━━━━━ Data provided

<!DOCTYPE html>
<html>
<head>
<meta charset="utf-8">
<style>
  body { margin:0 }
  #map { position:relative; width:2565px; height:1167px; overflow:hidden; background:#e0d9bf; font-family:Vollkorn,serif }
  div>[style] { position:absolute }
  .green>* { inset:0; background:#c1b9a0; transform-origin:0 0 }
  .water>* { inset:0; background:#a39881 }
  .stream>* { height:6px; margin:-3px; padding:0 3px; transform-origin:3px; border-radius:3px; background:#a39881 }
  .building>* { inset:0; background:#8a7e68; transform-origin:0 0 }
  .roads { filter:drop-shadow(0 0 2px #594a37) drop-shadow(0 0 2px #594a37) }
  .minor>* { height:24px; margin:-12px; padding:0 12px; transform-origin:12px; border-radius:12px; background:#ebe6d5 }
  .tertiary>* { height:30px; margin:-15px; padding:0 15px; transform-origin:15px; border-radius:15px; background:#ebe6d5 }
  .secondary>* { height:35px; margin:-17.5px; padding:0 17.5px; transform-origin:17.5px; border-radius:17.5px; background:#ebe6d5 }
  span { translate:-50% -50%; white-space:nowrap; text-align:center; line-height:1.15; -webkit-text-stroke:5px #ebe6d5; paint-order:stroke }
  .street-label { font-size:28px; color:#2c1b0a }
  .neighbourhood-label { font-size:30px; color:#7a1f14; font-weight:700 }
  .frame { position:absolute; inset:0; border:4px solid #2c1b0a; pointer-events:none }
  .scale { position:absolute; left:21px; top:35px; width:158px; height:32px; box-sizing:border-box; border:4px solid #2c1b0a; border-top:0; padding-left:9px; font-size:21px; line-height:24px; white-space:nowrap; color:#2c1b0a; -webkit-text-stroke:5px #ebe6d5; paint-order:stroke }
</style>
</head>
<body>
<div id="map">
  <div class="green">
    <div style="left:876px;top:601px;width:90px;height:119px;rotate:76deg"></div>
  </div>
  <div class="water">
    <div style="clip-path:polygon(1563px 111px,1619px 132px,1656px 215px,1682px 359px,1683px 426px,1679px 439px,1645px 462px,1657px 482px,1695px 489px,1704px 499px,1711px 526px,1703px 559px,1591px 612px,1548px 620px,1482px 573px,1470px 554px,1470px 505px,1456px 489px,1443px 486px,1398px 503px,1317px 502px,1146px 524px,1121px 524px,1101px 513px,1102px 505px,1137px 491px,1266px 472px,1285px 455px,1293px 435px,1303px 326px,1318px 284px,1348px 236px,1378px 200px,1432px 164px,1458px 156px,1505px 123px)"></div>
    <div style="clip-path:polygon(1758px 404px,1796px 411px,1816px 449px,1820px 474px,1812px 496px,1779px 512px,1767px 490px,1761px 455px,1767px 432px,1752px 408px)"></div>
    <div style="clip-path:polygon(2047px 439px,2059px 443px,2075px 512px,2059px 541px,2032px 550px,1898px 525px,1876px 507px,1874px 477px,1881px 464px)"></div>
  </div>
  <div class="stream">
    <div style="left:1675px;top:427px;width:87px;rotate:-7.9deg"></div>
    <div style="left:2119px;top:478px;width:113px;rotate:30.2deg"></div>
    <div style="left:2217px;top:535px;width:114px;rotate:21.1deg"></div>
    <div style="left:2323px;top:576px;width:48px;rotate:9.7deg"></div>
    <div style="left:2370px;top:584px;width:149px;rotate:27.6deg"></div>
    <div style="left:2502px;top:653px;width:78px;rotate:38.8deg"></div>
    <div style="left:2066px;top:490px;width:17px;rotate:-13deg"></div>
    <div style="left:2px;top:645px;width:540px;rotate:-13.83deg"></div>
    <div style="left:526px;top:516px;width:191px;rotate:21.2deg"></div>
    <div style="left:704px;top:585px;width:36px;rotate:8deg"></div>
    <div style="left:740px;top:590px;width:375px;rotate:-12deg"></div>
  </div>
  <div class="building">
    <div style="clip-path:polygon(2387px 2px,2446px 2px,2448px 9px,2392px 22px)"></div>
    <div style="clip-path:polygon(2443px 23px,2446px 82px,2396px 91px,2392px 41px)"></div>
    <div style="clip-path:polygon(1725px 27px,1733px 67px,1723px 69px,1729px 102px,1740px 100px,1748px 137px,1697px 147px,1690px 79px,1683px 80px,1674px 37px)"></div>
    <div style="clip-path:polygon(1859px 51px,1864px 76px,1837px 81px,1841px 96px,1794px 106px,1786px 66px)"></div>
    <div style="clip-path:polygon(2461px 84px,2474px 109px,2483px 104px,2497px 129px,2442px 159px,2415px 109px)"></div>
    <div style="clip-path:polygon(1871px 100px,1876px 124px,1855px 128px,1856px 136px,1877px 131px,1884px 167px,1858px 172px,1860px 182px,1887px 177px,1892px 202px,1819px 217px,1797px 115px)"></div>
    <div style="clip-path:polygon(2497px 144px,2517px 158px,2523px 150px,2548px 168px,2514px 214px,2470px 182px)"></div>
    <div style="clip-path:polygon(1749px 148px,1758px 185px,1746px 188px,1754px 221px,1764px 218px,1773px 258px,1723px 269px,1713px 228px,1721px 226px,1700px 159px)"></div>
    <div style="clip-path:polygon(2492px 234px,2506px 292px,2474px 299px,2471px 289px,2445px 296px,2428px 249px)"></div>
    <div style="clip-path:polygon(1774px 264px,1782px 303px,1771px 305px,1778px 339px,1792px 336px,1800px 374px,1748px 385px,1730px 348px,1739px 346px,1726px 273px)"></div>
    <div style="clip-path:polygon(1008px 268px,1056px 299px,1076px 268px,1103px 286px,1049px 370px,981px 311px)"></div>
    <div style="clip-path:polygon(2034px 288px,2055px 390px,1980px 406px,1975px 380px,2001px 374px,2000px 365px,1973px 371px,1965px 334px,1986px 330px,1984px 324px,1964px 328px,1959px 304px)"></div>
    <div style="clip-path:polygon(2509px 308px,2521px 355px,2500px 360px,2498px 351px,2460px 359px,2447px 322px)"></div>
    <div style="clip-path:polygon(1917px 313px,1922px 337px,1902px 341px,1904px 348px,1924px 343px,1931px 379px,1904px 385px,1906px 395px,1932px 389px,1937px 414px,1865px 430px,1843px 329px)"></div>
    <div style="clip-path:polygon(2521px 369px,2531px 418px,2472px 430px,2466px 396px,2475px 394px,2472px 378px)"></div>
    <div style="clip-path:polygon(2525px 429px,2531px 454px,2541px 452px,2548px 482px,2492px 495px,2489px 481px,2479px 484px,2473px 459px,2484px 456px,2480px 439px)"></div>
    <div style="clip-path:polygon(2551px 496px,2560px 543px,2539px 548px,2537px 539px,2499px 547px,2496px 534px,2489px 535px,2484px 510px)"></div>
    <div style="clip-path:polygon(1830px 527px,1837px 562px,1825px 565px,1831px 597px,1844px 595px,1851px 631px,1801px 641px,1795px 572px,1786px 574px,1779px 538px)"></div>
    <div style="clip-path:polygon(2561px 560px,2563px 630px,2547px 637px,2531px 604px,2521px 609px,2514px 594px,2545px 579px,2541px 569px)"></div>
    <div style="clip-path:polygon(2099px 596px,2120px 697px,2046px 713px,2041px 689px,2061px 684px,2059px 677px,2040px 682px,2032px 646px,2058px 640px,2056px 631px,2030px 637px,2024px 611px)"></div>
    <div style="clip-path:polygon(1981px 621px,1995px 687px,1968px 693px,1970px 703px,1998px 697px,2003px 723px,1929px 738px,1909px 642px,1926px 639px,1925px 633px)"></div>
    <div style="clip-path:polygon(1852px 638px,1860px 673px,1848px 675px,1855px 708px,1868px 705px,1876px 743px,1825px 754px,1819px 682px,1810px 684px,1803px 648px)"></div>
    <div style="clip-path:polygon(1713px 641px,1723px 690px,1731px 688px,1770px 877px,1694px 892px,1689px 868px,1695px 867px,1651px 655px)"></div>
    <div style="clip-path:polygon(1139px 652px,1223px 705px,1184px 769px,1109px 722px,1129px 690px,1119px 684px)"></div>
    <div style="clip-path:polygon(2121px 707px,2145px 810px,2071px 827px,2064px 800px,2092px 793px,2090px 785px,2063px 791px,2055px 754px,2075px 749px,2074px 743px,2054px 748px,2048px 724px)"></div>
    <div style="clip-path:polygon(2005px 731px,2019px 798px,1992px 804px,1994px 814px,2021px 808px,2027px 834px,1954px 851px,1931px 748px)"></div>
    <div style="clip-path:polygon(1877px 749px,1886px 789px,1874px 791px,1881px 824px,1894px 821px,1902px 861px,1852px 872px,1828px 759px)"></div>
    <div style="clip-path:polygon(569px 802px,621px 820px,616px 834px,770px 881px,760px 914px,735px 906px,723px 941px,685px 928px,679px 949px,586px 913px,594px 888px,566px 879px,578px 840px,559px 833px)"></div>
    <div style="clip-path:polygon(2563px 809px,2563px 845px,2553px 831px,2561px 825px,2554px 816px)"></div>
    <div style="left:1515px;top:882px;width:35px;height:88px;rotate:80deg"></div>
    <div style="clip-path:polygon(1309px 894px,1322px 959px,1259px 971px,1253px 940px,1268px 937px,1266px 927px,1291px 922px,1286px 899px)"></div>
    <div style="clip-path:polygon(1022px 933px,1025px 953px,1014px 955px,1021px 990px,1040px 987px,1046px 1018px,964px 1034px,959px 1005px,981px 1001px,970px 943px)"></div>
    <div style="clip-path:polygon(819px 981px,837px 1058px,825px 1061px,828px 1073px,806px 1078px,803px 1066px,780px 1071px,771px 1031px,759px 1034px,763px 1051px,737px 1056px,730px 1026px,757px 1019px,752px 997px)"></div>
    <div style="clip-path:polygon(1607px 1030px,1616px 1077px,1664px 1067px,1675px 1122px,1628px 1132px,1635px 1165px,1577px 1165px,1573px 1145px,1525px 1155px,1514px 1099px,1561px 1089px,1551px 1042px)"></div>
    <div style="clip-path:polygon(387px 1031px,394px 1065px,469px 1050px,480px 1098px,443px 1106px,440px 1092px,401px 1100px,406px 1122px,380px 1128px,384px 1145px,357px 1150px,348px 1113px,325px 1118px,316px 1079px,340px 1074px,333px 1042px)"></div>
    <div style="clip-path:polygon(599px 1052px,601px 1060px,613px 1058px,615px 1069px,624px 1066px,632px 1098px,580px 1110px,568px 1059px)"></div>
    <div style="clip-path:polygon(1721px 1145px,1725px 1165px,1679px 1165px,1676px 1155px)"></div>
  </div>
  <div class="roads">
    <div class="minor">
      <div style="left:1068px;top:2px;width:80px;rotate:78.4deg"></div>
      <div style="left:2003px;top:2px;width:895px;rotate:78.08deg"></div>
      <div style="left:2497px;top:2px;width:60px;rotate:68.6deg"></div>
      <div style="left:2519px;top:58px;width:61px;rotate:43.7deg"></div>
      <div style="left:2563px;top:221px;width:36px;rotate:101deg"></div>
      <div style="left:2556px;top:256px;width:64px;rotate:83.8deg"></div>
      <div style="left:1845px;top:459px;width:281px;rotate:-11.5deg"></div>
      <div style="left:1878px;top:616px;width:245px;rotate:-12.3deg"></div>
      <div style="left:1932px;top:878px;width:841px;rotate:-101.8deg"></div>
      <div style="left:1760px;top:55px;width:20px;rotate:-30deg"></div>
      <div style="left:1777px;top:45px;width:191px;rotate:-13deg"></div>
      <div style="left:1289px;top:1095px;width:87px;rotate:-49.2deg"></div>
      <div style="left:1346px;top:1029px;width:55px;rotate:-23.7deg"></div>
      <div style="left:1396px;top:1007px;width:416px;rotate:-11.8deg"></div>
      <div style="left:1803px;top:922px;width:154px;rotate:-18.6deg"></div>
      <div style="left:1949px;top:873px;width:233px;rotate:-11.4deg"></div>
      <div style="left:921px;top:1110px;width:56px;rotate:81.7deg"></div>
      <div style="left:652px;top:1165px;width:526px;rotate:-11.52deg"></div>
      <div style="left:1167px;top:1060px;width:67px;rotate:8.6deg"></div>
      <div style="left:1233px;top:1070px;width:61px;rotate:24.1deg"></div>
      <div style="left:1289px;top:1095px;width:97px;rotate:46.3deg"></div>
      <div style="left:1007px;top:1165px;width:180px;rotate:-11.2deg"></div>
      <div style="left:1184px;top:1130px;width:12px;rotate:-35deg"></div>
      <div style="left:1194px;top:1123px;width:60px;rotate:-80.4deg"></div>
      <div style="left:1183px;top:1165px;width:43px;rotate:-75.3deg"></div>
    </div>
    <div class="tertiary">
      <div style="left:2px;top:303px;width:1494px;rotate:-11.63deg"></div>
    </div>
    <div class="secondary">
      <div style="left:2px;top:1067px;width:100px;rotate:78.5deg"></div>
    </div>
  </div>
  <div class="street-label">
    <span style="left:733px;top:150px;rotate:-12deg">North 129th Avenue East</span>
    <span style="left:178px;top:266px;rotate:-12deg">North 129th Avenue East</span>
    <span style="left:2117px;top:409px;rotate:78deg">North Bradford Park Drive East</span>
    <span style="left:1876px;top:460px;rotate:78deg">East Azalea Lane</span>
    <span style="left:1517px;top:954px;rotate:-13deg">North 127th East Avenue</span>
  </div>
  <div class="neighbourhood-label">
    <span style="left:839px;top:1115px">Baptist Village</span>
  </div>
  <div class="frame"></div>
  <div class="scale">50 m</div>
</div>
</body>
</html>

━━━━━━━━━━

### Task item:
Filter the entries down to the lines that hold "stream". Copy those lines.

### Solution below:
  .stream>* { height:6px; margin:-3px; padding:0 3px; transform-origin:3px; border-radius:3px; background:#a39881 }
  <div class="stream">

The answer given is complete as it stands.